Although those assets may seem negligible to someone thinking about their long-term impact on their loved ones, someone’s residuary estate could actually be the source of expensive and relationship damaging-estate litigation. Why would the assets not discussed in someone’s estate plan lead to conflict?
1. Those assets may be very valuable
Whether someone invested in a classic vehicle that they maintained in pristine condition or accumulated an impressive collection of vintage mirrors, the personal belongings someone doesn’t see fit to mention in their will or trust documents could be worth thousands of dollars.

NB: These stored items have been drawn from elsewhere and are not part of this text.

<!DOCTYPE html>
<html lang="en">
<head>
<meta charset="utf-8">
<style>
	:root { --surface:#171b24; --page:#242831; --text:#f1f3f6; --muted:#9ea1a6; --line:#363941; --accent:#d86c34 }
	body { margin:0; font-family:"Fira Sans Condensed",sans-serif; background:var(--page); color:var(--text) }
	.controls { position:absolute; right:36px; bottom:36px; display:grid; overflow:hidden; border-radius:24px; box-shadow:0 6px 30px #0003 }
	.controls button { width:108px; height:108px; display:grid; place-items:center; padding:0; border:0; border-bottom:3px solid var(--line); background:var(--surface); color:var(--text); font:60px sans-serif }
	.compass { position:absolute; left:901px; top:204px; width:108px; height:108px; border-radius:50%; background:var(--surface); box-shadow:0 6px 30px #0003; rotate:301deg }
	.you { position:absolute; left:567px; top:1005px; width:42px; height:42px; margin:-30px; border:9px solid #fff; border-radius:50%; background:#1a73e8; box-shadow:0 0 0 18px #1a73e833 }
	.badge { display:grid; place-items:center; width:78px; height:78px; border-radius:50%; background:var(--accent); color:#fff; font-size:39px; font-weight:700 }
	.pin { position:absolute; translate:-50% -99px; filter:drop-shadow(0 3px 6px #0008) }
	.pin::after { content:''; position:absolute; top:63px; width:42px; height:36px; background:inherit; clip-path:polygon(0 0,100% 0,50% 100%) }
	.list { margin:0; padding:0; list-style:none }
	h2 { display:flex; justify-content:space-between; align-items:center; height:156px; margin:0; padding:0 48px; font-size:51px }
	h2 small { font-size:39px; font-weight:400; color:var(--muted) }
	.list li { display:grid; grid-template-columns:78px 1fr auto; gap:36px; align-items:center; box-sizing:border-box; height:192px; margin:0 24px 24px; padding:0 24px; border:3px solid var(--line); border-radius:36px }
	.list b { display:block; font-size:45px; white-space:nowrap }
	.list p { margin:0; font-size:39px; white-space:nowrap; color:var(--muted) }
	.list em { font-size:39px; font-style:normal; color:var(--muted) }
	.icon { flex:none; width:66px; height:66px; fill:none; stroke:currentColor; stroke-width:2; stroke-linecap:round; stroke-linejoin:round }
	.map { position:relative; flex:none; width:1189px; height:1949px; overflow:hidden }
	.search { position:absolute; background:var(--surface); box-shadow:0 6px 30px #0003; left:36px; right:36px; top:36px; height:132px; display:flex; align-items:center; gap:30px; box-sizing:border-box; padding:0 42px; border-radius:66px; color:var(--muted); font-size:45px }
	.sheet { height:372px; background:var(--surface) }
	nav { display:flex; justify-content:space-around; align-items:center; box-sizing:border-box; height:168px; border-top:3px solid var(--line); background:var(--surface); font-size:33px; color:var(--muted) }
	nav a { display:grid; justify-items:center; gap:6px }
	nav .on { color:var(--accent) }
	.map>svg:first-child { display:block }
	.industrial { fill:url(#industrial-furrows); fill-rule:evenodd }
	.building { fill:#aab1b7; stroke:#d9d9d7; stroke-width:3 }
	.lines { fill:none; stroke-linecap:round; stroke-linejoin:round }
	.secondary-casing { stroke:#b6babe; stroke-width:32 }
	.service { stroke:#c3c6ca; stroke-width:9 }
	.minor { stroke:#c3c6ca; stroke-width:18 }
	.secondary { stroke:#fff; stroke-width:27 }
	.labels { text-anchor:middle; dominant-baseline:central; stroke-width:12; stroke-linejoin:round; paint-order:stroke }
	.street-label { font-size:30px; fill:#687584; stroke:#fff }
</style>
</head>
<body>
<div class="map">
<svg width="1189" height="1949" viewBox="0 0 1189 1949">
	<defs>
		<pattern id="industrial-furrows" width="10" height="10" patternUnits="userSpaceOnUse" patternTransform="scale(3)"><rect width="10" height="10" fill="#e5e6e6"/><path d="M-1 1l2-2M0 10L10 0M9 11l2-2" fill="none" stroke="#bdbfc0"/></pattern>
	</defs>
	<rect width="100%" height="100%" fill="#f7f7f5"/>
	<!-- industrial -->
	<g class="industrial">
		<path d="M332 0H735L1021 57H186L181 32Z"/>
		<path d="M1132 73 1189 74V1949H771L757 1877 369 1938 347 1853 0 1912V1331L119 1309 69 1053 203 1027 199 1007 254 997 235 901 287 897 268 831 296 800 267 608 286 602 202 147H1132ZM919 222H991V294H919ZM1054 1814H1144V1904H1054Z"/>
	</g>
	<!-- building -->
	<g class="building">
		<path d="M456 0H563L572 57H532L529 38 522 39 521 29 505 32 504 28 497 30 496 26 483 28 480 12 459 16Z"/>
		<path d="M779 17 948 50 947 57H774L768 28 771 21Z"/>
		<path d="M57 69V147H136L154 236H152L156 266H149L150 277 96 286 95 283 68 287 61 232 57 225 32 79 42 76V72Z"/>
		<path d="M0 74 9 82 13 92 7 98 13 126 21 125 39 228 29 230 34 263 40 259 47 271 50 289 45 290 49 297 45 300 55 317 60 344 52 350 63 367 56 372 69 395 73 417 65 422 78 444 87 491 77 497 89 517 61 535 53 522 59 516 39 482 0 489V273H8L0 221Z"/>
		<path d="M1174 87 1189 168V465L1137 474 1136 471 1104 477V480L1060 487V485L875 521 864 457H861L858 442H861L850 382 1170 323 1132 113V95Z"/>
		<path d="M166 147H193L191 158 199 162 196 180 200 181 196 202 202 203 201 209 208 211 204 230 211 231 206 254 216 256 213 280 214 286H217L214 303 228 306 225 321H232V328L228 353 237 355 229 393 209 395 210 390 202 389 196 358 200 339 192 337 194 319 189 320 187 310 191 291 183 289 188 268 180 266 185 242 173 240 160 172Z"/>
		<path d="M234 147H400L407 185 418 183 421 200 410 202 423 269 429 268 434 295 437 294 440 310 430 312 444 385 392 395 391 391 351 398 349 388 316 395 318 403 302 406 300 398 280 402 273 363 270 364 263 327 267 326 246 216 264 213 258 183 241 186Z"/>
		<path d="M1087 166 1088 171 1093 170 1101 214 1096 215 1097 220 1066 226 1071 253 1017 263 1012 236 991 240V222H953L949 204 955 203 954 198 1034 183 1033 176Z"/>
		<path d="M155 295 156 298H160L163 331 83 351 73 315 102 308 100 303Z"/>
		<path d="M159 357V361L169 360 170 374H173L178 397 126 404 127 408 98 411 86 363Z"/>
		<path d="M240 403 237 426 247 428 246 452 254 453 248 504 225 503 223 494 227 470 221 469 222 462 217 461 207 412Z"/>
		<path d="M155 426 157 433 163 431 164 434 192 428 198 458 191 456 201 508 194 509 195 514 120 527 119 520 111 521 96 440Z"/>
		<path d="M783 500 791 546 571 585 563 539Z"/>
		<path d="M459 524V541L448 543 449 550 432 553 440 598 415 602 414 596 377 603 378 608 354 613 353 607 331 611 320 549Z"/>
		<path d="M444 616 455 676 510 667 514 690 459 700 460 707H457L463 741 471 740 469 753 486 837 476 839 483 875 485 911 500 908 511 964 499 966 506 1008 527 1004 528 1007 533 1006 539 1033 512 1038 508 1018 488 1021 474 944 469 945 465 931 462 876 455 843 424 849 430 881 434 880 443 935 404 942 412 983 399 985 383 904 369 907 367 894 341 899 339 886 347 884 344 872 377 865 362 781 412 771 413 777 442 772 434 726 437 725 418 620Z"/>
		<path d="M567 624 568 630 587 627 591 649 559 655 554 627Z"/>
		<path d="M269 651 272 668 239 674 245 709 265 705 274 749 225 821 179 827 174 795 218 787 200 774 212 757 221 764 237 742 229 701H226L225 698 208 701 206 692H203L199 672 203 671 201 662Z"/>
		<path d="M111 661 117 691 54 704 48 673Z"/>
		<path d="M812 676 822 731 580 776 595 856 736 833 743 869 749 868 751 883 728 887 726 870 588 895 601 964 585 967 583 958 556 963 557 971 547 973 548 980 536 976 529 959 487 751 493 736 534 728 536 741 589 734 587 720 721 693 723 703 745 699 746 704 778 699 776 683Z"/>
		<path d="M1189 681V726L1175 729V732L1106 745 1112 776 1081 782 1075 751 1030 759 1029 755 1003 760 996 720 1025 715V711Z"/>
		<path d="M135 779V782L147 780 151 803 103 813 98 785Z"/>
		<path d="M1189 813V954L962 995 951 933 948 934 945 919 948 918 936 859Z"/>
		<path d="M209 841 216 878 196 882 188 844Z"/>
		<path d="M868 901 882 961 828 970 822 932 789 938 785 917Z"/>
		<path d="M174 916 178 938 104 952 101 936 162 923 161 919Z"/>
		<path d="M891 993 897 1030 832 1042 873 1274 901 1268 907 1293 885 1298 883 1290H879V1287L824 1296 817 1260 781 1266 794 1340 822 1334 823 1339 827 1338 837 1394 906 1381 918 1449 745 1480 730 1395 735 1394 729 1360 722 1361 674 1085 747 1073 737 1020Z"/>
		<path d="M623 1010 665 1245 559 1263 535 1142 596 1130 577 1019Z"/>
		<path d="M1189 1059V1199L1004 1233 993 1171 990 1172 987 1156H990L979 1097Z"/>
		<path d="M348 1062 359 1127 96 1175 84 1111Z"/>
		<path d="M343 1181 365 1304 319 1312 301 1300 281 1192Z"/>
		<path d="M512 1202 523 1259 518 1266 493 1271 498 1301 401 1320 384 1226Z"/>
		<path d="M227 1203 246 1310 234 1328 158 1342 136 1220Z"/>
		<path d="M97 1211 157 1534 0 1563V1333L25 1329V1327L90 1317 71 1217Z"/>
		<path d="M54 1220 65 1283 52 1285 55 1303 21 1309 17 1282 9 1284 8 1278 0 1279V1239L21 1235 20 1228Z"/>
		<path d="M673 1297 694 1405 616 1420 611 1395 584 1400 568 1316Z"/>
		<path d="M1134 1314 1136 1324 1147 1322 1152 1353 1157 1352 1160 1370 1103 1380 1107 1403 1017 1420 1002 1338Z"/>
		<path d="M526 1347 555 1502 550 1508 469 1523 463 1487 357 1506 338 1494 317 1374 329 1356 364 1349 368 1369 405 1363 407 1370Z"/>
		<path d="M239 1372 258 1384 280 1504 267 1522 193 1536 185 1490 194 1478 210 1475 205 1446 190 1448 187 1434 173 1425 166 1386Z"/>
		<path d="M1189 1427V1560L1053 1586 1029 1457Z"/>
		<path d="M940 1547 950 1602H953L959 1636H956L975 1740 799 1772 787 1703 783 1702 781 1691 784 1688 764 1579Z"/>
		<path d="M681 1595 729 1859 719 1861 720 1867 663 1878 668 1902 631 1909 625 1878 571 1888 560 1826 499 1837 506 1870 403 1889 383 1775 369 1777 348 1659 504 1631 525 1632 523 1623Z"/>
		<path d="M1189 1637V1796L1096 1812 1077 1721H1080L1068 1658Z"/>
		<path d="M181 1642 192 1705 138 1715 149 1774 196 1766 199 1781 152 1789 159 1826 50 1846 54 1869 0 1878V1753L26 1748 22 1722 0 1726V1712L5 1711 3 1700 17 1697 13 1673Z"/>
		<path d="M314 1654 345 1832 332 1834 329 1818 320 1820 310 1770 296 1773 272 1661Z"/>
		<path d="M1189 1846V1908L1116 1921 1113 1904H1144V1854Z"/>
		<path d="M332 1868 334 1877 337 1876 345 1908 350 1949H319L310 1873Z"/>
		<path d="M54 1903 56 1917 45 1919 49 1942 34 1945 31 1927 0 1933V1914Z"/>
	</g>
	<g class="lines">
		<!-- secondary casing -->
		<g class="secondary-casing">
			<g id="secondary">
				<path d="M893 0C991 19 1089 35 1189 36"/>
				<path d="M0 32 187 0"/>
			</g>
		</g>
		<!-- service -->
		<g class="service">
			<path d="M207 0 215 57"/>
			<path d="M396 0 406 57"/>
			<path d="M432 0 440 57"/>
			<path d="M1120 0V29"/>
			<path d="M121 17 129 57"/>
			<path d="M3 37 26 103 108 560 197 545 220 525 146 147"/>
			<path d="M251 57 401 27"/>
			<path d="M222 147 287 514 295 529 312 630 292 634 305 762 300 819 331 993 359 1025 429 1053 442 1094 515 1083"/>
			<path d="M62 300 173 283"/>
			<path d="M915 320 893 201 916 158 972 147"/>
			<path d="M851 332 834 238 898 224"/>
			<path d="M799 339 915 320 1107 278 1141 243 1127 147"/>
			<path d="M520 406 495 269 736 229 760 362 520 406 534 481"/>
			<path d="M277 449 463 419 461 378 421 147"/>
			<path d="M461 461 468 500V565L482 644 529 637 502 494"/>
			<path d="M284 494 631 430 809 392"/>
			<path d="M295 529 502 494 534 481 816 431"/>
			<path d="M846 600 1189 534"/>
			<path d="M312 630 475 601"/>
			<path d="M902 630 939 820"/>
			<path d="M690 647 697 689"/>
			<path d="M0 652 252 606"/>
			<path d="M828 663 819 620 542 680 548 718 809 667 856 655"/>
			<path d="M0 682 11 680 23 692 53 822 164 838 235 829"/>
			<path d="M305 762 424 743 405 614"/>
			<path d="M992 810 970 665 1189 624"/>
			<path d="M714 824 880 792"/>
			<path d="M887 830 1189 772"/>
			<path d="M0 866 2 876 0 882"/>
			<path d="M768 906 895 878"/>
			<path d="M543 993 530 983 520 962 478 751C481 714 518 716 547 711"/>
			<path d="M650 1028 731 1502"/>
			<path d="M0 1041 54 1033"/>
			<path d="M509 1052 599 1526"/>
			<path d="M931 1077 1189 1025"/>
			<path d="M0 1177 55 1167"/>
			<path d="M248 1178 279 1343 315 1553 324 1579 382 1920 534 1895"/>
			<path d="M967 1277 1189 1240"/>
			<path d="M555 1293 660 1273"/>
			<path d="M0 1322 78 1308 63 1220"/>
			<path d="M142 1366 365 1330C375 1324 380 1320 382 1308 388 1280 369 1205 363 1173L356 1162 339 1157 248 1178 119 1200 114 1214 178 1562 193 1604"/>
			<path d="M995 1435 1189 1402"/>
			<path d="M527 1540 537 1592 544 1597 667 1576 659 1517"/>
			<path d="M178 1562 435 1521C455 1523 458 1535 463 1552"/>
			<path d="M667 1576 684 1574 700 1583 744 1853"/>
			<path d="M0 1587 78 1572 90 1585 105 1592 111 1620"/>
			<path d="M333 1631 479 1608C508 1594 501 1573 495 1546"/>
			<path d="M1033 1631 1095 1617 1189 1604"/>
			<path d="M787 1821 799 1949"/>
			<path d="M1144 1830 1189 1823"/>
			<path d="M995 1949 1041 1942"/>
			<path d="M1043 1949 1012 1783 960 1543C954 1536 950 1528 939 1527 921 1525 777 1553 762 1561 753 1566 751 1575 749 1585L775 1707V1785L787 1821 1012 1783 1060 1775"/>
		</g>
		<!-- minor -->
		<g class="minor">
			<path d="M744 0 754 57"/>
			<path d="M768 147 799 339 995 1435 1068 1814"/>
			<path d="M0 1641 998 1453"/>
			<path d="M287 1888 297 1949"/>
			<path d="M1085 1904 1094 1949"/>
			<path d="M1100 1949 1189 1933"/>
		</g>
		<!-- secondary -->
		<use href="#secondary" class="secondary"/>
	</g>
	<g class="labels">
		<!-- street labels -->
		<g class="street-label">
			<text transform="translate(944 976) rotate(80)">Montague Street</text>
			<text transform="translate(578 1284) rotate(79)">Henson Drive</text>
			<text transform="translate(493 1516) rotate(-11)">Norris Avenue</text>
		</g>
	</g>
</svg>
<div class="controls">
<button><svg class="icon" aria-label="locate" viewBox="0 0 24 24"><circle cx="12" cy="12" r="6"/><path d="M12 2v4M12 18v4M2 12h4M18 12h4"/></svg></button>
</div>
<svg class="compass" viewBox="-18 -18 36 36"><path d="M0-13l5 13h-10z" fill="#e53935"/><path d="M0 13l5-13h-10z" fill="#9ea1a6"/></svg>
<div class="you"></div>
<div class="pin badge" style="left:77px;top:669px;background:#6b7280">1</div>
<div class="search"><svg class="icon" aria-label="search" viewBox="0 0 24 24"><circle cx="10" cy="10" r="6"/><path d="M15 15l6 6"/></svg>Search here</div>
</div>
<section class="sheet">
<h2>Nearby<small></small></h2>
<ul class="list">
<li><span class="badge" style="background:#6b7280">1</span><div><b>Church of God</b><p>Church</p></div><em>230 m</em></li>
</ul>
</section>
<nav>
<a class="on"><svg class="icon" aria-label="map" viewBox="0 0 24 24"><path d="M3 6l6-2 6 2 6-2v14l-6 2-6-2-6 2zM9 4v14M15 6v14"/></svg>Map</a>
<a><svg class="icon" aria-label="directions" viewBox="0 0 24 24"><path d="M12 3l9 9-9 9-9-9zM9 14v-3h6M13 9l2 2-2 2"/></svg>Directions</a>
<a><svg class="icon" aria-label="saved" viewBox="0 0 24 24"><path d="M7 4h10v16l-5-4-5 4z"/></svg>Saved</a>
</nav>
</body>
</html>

Those assets may have a value beyond what the testator realizes, or they may think that the value would require too much effort for beneficiaries to desire that property. Anytime family members recognize that there is valuable property not included in an estate plan, they may end up fighting with one another over who gets to retain those assets.
2. Those assets may have sentimental value
Items like furniture, housewares and even clothing can be useful for people and a poignant, regular reminder of someone they love but have lost. Some people will end up fighting with loved ones because they want to keep certain assets from the estate that others would rather sell off for a fraction of their fair market value at an estate sale.
When there is a disagreement among beneficiaries or between the beneficiaries and the executor of the estate, those unaddressed assets could be the reason the family ends up embroiled in a probate conflict. Testators who want to ensure a smooth transfer of property ownership after they die may need to address their residuary estate by leaving clear instructions about the assets they haven’t mentioned elsewhere in their documents.
Integrating thoughtful terms into an estate plan is crucial for someone attempting to structure their legacy. Seeking legal guidance concerning one’s residuary estate is, therefore, often very helpful.